Hash array with variable size?

J

Jürgen Exner

[Subject: Hash array with variable size?]

So what is it? A hash or an array?
And yes, Perl hashes as well as arrays are variable size. Where is the
problem with that?
I have a flatfile containing many rows (maybe up to 10 million) like the
following lines, with each cell separated by the delimiter "\t",

2794438 dnaA-1 chromosomal replication initiator protein DnaA 2794971 dnaN
DNA polymerase III subunit beta
2794438 dnaA-1 chromosomal replication initiator protein DnaA 2794972 gyrB
DNA gyrase subunit B
2794438 dnaA-1 chromosomal replication initiator protein DnaA 2794973 gyrA
DNA gyrase subunit A

the first cell of each row is to look up, i.e. 2794438 in the above example,
and to print something like:

So, it is what is commonly called a key, is it?
dnaA-1 dnaN
dnaA-1 gyrB
dnaA-1 gyrA
....

how to make this lookup process more efficient?

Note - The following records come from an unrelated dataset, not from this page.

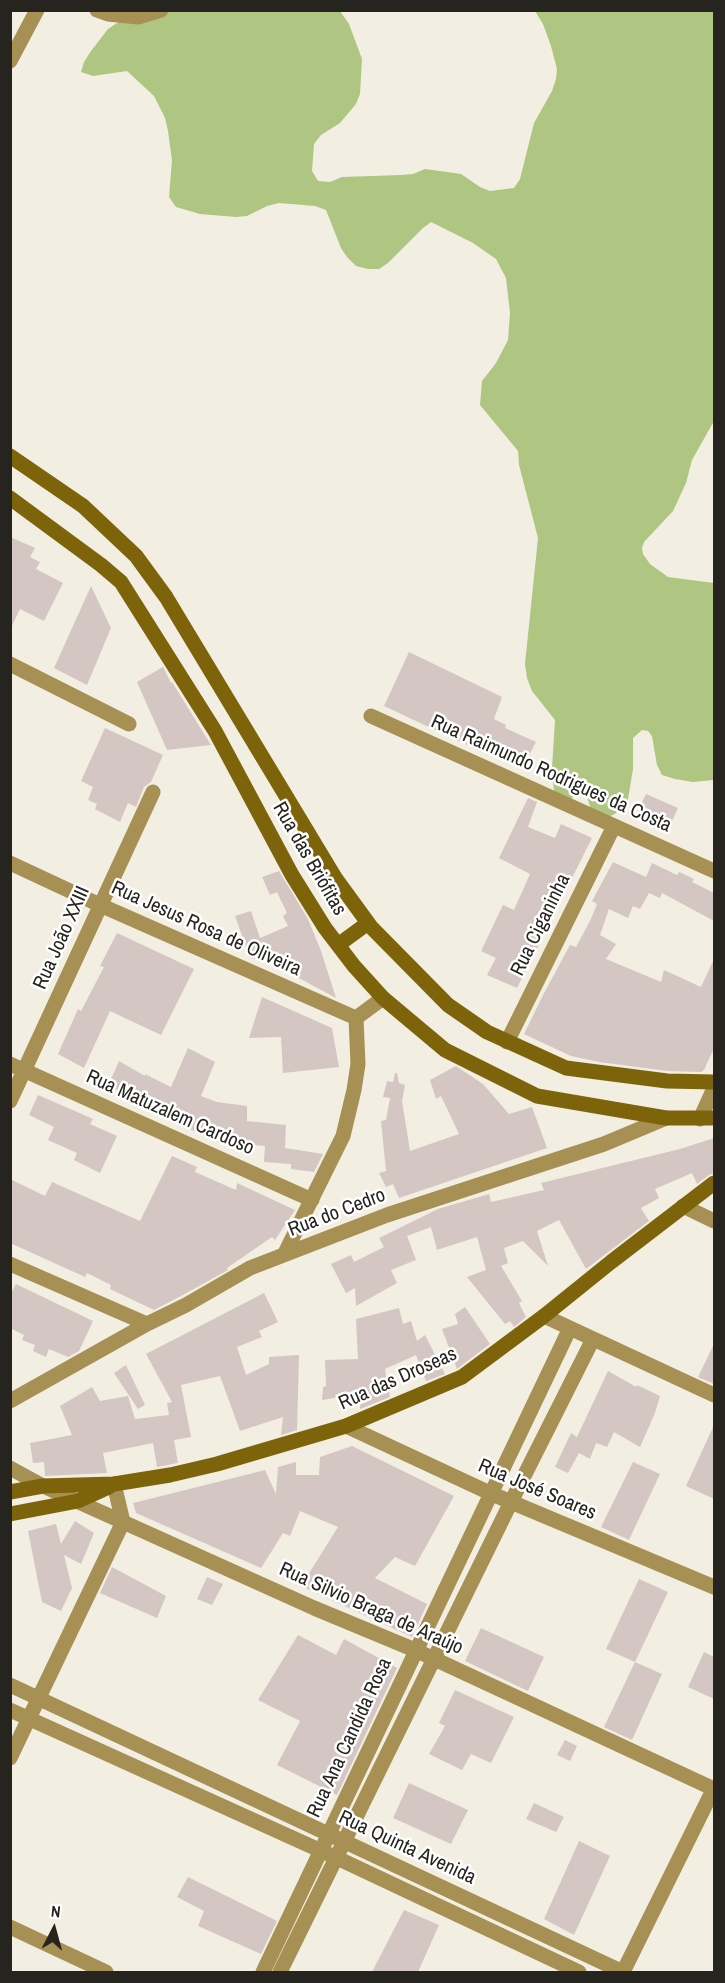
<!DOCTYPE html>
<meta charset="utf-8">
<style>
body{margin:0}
#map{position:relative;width:725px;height:1983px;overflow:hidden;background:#f3eee2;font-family:"Archivo Narrow",sans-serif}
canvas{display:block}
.frame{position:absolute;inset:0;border:12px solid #25241f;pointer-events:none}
.north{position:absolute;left:24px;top:1899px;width:60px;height:60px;-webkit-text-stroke:4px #fff;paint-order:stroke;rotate:6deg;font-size:16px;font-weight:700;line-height:24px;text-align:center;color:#25241f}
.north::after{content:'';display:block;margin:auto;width:21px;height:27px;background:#25241f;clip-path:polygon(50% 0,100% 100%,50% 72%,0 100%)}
</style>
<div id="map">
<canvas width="725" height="1983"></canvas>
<div class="frame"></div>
<div class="north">N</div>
</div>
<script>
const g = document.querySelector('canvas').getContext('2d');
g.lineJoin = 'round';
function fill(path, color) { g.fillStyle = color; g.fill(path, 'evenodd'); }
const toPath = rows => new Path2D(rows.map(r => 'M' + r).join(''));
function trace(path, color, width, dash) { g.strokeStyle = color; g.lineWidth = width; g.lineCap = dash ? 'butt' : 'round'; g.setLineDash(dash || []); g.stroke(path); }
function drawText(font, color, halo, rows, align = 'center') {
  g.font = font + ' "Archivo Narrow",sans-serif'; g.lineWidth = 5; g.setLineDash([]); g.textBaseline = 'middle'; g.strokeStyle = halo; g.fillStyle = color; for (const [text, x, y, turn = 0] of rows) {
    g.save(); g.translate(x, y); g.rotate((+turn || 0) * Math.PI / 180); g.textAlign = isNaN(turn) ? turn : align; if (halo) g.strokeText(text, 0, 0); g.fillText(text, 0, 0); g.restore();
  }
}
const green = toPath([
 [168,10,340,11,349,24,362,59,360,94,356,104,340,123,321,135,314,144,312,171,318,181,330,182,342,177,401,175,413,174,425,169,461,174,480,187,490,191,514,188,520,179,534,123,552,91,556,79,557,69,551,46,543,24,535,11,714,11,714,421,692,460,686,483,673,511,644,542,642,548,643,554,650,564,668,577,714,583,714,780,693,782,675,779,662,775,657,765,652,736,648,731,642,730,633,738,633,769,627,805,613,815,603,818,593,816,586,794,579,785,568,806,554,792,552,768,555,720,532,691,527,678,525,664,538,538,519,465,518,451,480,405,482,381,496,363,508,340,510,313,506,278,496,259,473,243,431,222,423,228,388,263,379,269,368,269,356,266,347,257,341,248,326,210,315,206,279,203,267,206,247,216,236,217,200,214,176,207,169,197,172,160,168,131,165,118,154,96,127,71,93,76,81,72,84,62,91,51,108,29,120,21]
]);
const building = toPath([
 [10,537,35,548,30,557,40,562,36,569,63,583,44,621,20,609,10,630],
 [91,586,111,628,87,685,54,668],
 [409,652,502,697,494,719,506,725,505,728,536,742,524,765,483,749,482,752,384,706],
 [163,667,171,683,172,682,211,745,167,750,137,682],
 [105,728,163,755,151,782,144,787,136,807,128,803,120,822,95,809,97,804,88,800,93,787,81,781],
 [646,794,678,808,667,832,654,826,655,823,636,815],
 [528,798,537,802,528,827,555,838,561,824,592,838,517,988,487,975,496,958,481,951,503,905,514,910,530,874,499,858],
 [613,862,646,877,652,863,677,875,679,872,694,879,692,882,714,893,714,921,662,893,660,898,649,893,640,909,633,906,628,918,609,909,600,935,616,944,606,959,661,982,664,970,701,987,714,959,714,1048,704,1070,701,1072,668,1071,599,1062,571,1056,524,1034,543,995,570,945,576,947,591,919,597,904,592,901],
 [279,871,308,919,321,951,336,998,267,961,250,958,235,916,251,911,260,938,288,926,283,916,287,913,277,892,270,895,262,877],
 [117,933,194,969,161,1035,110,1011,84,1068,58,1054,78,1009,81,1011,104,967,100,966],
 [262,997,332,1028,339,1067,283,1073,281,1037,249,1038],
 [188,1048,215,1062,201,1096,217,1102,247,1106,247,1121,286,1125,285,1148,323,1154,314,1172,291,1169,291,1164,264,1162,265,1146,218,1142,133,1103,135,1098,108,1086,119,1061,145,1076,145,1074,171,1087],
 [456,1066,483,1084,509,1114,532,1107,547,1148,399,1198,393,1184,386,1187,379,1173,386,1171,381,1121,386,1120,390,1098,383,1097,387,1081,393,1082,395,1073,397,1073,399,1083,405,1085,402,1101,410,1151,459,1134,441,1096,436,1099,430,1080],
 [38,1095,93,1119,90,1124,117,1136,100,1173,74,1160,77,1153,48,1140,54,1127,29,1115],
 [714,1138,714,1173,709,1175,697,1184,692,1173,655,1189,659,1198,641,1208,649,1221,586,1269,559,1220,537,1231,548,1266,523,1241,504,1248,508,1263,501,1266,522,1301,519,1303,526,1317,514,1327,510,1321,505,1324,467,1277,486,1270,477,1237,437,1250,431,1227,407,1236,416,1260,391,1270,397,1283,356,1306,355,1288,346,1293,331,1264,351,1255,354,1262,384,1247,379,1238,438,1209,489,1194,491,1202,544,1190,541,1183,680,1149],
 [172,1156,197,1167,195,1172,236,1190,237,1183,295,1210,275,1240,272,1237,227,1268,228,1270,181,1296,154,1310,110,1289,111,1285,87,1273,85,1277,10,1243,10,1179,45,1196,52,1182,140,1221],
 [16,1284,93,1321,79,1351,68,1357,49,1349,46,1357,33,1351,35,1345,22,1340,24,1335,10,1328,10,1295],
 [264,1293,278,1322,259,1331,262,1337,237,1347,246,1375,269,1364,269,1357,299,1355,297,1430,281,1435,283,1417,240,1431,220,1376,181,1385,191,1437,174,1440,178,1463,157,1467,153,1443,103,1453,107,1473,45,1476,44,1462,33,1463,30,1443,72,1435,60,1406,92,1387,100,1401,128,1396,135,1419,169,1415,167,1403,172,1402,146,1354],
 [465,1307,490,1344,457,1369,442,1329,458,1324,455,1314],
 [399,1308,403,1324,411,1321,417,1341,425,1335,445,1374,426,1381,416,1355,385,1369,390,1397,360,1409,360,1394,322,1400,323,1387,326,1386,325,1360,358,1359,356,1319],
 [714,1344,714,1384,698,1377],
 [126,1365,145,1405,138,1409,114,1373],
 [608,1371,636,1387,637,1385,660,1396,655,1413,640,1447,614,1432,607,1447,596,1443,590,1459,579,1453,568,1473,555,1467,571,1433,577,1437],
 [714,1425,714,1499,686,1486],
 [352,1446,454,1496,415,1566,395,1557,375,1578,427,1604,412,1637,301,1586,338,1527,300,1511,290,1536,283,1533,261,1568,136,1513,133,1503,265,1470,276,1494,278,1467,296,1462,296,1475,319,1475,320,1457],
 [633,1462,660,1474,629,1540,601,1527],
 [75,1521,94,1533,81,1564,64,1555,72,1588,61,1611,42,1602,28,1531,56,1524,61,1544],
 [112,1567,166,1596,157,1618,100,1593],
 [207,1577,223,1584,212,1605,197,1599],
 [639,1579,668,1592,635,1662,606,1649],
 [481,1628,544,1657,528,1691,465,1661],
 [298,1635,336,1655,344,1639,397,1668,337,1795,277,1765,300,1721,258,1700],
 [704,1652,714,1657,714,1699,688,1687],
 [635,1662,662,1674,632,1740,604,1727],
 [455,1690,514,1717,491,1763,471,1754,462,1770,429,1754,445,1726,439,1723],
 [565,1740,577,1746,570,1761,557,1755],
 [409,1783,468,1810,451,1844,393,1818],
 [534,1803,564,1817,556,1832,526,1819],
 [579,1841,610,1856,574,1935,544,1919],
 [188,1877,277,1921,261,1954,198,1926,204,1911,177,1897],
 [404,1910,439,1925,418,1972,372,1972]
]);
const street = toPath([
 [97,10,108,14,138,17,161,10],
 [10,61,37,10],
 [10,664,129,724],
 [371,716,714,871],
 [10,863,100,905,356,1018,383,998],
 [507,1042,614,826],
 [10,1064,312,1200],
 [10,1101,153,792],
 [700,1119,714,1088],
 [683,1206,714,1221],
 [284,1255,343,1136,354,1090,358,1064,356,1018],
 [10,1264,147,1324],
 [544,1316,714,1395],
 [10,1401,147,1324,186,1305,250,1268,387,1215,604,1144,666,1118],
 [346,1426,492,1494,714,1587],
 [10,1468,43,1486,314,1608,415,1650,714,1789],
 [10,1685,623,1972],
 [10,1710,337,1858,579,1972],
 [10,1758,123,1522,114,1484],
 [10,1927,106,1972],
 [263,1972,570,1328],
 [280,1972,511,1502,593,1339],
 [623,1972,714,1788]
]);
const secondary = toPath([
 [10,456,83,506,136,556,166,597,336,879,371,927,448,1005,487,1032,566,1068,667,1081,714,1082],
 [10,498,101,565,121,582,215,731,292,875,325,928,354,966,383,998,445,1050,537,1096,666,1118,714,1118],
 [338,945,368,923],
 [10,1492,43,1486,114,1484,170,1475,217,1464,346,1426,462,1377,544,1316,611,1262,714,1183],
 [10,1514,78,1501,109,1487]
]);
const streetNames = [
 ["Rua Raimundo Rodrigues da Costa",551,774,24],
 ["Rua das Briófitas",309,859,60],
 ["Rua Ciganinha",541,925,-64],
 ["Rua Jesus Rosa de Oliveira",206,929,24],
 ["Rua João XXIII",62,938,-66],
 ["Rua Matuzalem Cardoso",170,1113,24],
 ["Rua do Cedro",337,1213,-21],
 ["Rua das Droseas",398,1379,-24],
 ["Rua José Soares",537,1490,23],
 ["Rua Silvio Braga de Araújo",371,1609,24],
 ["Rua Ana Candida Rosa",350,1738,-65],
 ["Rua Quinta Avenida",407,1848,25]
];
fill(green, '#aec681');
fill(building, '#d4c6c3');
trace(street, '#a69054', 15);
trace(secondary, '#7d640b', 15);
drawText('20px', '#25241f', '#fff', streetNames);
</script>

More efficient than what? Show us your code, then we can try to optimize
it.
As far as I can tell from your description it is a simple linear scan
through the file and the most time spent should be in reading the file
line by line:

while ($line = <$F>) {
($key, @others) = split ("\t", $line)
if ($key eq $wanted) {
print_from_data_whatever_you_want(@others)
}
}
I don't know whether it is
due to array size difference for each key, i.e. 2794438 here, it takes a

What do you mean by "array size difference for each key"?
long time (actually never finish) for a query file of about 100,000 rows.

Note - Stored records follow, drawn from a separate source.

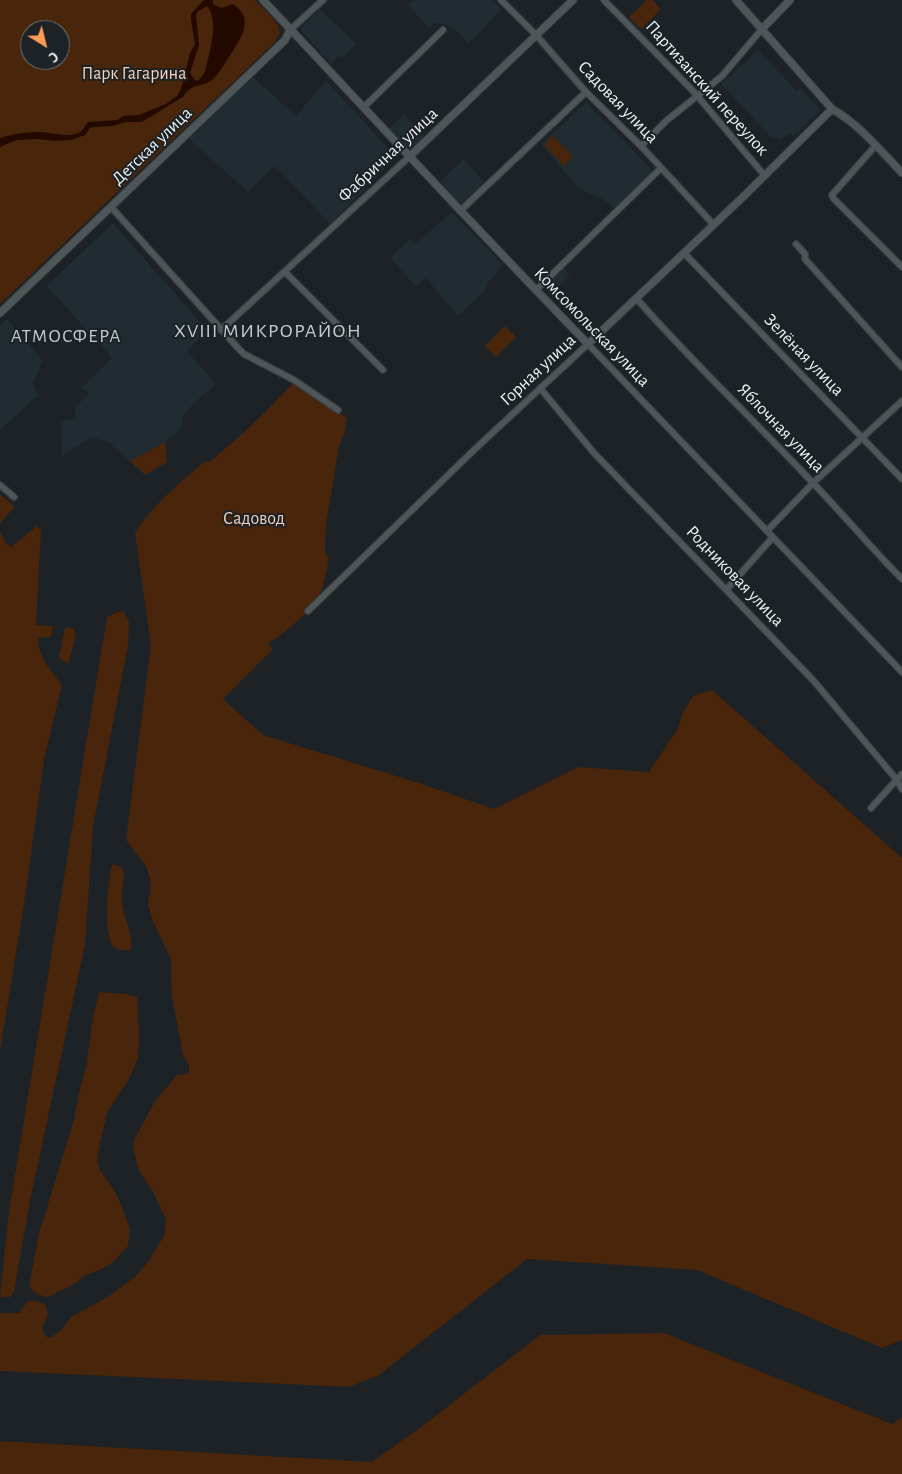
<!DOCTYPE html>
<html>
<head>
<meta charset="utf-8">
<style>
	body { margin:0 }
	#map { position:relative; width:902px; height:1474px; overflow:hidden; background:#1c2225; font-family:"Alegreya Sans",sans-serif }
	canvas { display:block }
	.north { position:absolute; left:20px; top:20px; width:50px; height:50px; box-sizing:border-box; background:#1c2225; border:1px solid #6f7477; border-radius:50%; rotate:144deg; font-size:14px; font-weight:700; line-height:20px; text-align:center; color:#ecf0f2 }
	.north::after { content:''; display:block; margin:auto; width:18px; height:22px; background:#fe9c57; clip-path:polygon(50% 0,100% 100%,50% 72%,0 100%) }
</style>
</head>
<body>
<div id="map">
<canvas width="902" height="1474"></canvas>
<div class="north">С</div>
</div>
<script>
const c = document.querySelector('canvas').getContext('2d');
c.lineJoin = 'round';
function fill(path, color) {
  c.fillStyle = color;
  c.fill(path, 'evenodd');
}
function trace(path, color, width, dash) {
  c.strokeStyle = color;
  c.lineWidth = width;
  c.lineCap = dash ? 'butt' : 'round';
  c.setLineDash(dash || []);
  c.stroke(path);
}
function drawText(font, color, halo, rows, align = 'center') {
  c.font = font + ' "Alegreya Sans",sans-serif';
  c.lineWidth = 4;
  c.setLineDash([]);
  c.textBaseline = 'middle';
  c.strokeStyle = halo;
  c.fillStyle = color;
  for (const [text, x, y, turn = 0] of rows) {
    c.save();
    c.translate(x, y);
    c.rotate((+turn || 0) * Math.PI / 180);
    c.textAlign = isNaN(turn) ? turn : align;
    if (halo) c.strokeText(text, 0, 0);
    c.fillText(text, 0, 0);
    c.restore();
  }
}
fill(new Path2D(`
	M413 0H493L502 9 469 43 454 28 436 22 429 28 408 5Z
	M320 9 356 44 342 58 339 56 331 64 300 29Z
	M758 50 797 91 800 88 821 110 793 136 790 133 779 141 775 137 773 139 721 84Z
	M253 77 296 116 326 80 396 157 330 224 275 166 248 192 189 139Z
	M586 102 653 171 614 208 600 197 580 190 541 144Z
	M404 114 424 136 409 151 388 129Z
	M464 159 484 182 461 204 440 181Z
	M452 212 503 265 488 283 485 291 458 316 426 278 416 287 391 259 395 253 410 239 415 244Z
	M113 223 207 330 187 351 216 384 194 403 183 416 181 429 165 442 167 462 145 475 108 442 91 437 62 457 61 421 76 419 75 407 89 394 82 387 112 358 47 286Z
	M564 268 570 275 551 295 544 287Z
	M7 319 43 361 33 382 38 396 0 430V326Z`), '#202c32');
fill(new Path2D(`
	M0 0H255L278 24 280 33 275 42 0 304ZM30 30H60V60H30Z
	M647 0H652L661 9 641 29 629 17Z
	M553 136 573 157 564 166 544 145Z
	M505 326 516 337 496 357 485 346Z
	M293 383 347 418 344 434 339 446 326 524 325 552 329 559C326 572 324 587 318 598 313 610 280 636 268 644L273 649 223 699 263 735 419 783 494 809 578 767 649 772 678 728 683 712 693 696 712 690 902 858V1340L882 1348 697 1270 527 1259 379 1375 349 1387 0 1371V1313H19L28 1301H36L45 1304 48 1315 42 1328 45 1336 50 1338 60 1331 71 1317 109 1296 135 1277 148 1262 164 1236 166 1220 153 1192 138 1169 133 1147 134 1140 155 1101 177 1075 186 1074 189 1072V1066L183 1054 172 997 171 960 152 919 148 904 151 887 150 878 146 866 126 840 151 645 135 533C154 503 179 484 205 461L210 462C239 437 267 412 293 383Z
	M165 442 167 462 145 475 130 461Z
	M0 494 15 507 0 523Z
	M37 526 41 530 36 625 53 626 51 637 38 638C39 660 50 668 62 685L44 760 23 911 0 1051V532L6 543 11 547Z
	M119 611 124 612 129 622 128 646 93 826 85 945 30 1201 14 1292 10 1297H0L9 1211 107 617Z
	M68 627 73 629 76 634 68 664 60 659 59 657 65 628Z
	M112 864 119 866 124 872C123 884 120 896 123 908 126 924 133 934 131 951 126 950 116 950 113 946 103 932 108 880 112 864Z
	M99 992 127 994 137 997 139 1035 138 1058 129 1079 107 1113 97 1158 100 1170 117 1195 130 1229 128 1246 113 1262 100 1270 83 1276 76 1283 49 1297C41 1296 33 1293 29 1286L39 1233 74 1120 79 1092 86 1067 93 1018Z
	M664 1333 892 1424 902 1417V1474H0V1441L372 1462 421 1427 540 1335Z`), '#48250b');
fill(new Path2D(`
	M204 0H213V4L221 8 233 4C256 19 240 40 229 57 224 64 219 74 213 79 203 88 192 82 184 96L142 122H126L113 126 94 127 90 128 85 135 71 140 55 141 38 139 16 140 0 147V138C12 134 26 132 39 132 51 132 67 138 78 133 84 131 84 126 88 122L117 120 123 116 139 115 166 104 177 96 181 89 190 53 195 44 191 20V14ZM207 6C220 22 209 53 205 72L198 81 195 80 190 73 199 45 196 16 197 12Z`), '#240900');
const minor = new Path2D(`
	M501 0 536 35 586 92 641 146 714 225
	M604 0 694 92 765 176
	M290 30 323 0
	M364 107 443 30
	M876 145 832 195 833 198 902 267
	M641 146 666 121 722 76 762 29
	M111 207 238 348 244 354 294 380 338 410
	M460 211 586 92
	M796 244 805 254V259L902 367
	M684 253 902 479
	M285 272 383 370
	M536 290 661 168
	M636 298C692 362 754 420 812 482 843 514 871 548 902 579
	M221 330 409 157
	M540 388 594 453 813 680 897 780 902 789
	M0 485 14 497
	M767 531 813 483 902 401
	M727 589 773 537
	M308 611 475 449 588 344 902 672
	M871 808 902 774`);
const tertiary = new Path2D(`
	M263 0C371 115 478 231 588 344L745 195 832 109
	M736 0 832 109C859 124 881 151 902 173
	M762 29 790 0
	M409 157 573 0
	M0 313 285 40 290 30`);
trace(minor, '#393e40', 8);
trace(tertiary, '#393e40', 9);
trace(minor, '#4f5659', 5.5);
trace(tertiary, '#4f5659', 7);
drawText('18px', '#f4d2bc', '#1c2225', [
	["Парк Гагарина",134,74],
	["Садовод",254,519]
]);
drawText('18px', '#ecf0f2', '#1c2225', [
	["Партизанский переулок",707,88,48],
	["Садовая улица",618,102,46],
	["Детская улица",152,146,-44],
	["Фабричная улица",388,155,-43],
	["Комсомольская улица",592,327,46],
	["Зелёная улица",804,355,46],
	["Горная улица",538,370,-43],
	["Яблочная улица",781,428,46],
	["Родниковая улица",735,576,46]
]);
c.letterSpacing = '1px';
drawText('19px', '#c2cbce', '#1c2225', [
	["АТМОСФЕРА",66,336]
]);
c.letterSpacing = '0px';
c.letterSpacing = '1px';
drawText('20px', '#c2cbce', '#1c2225', [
	["XVIII МИКРОРАЙОН",268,331]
]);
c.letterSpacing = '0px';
</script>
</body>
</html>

10 million lines, each maybe 100 characters (based on your sample data
above), means at least 1GB of data in theory. In reality probably
several times this amount, maybe (but this is just a guess) poorly
designed code or poorly programmed so that data structures are copied
repeatedly, yeah, I can see how this could easily lead to swapping and a
thrashing system, even with several GB of RAM.
Any better implementation suggestions are highly welcomed.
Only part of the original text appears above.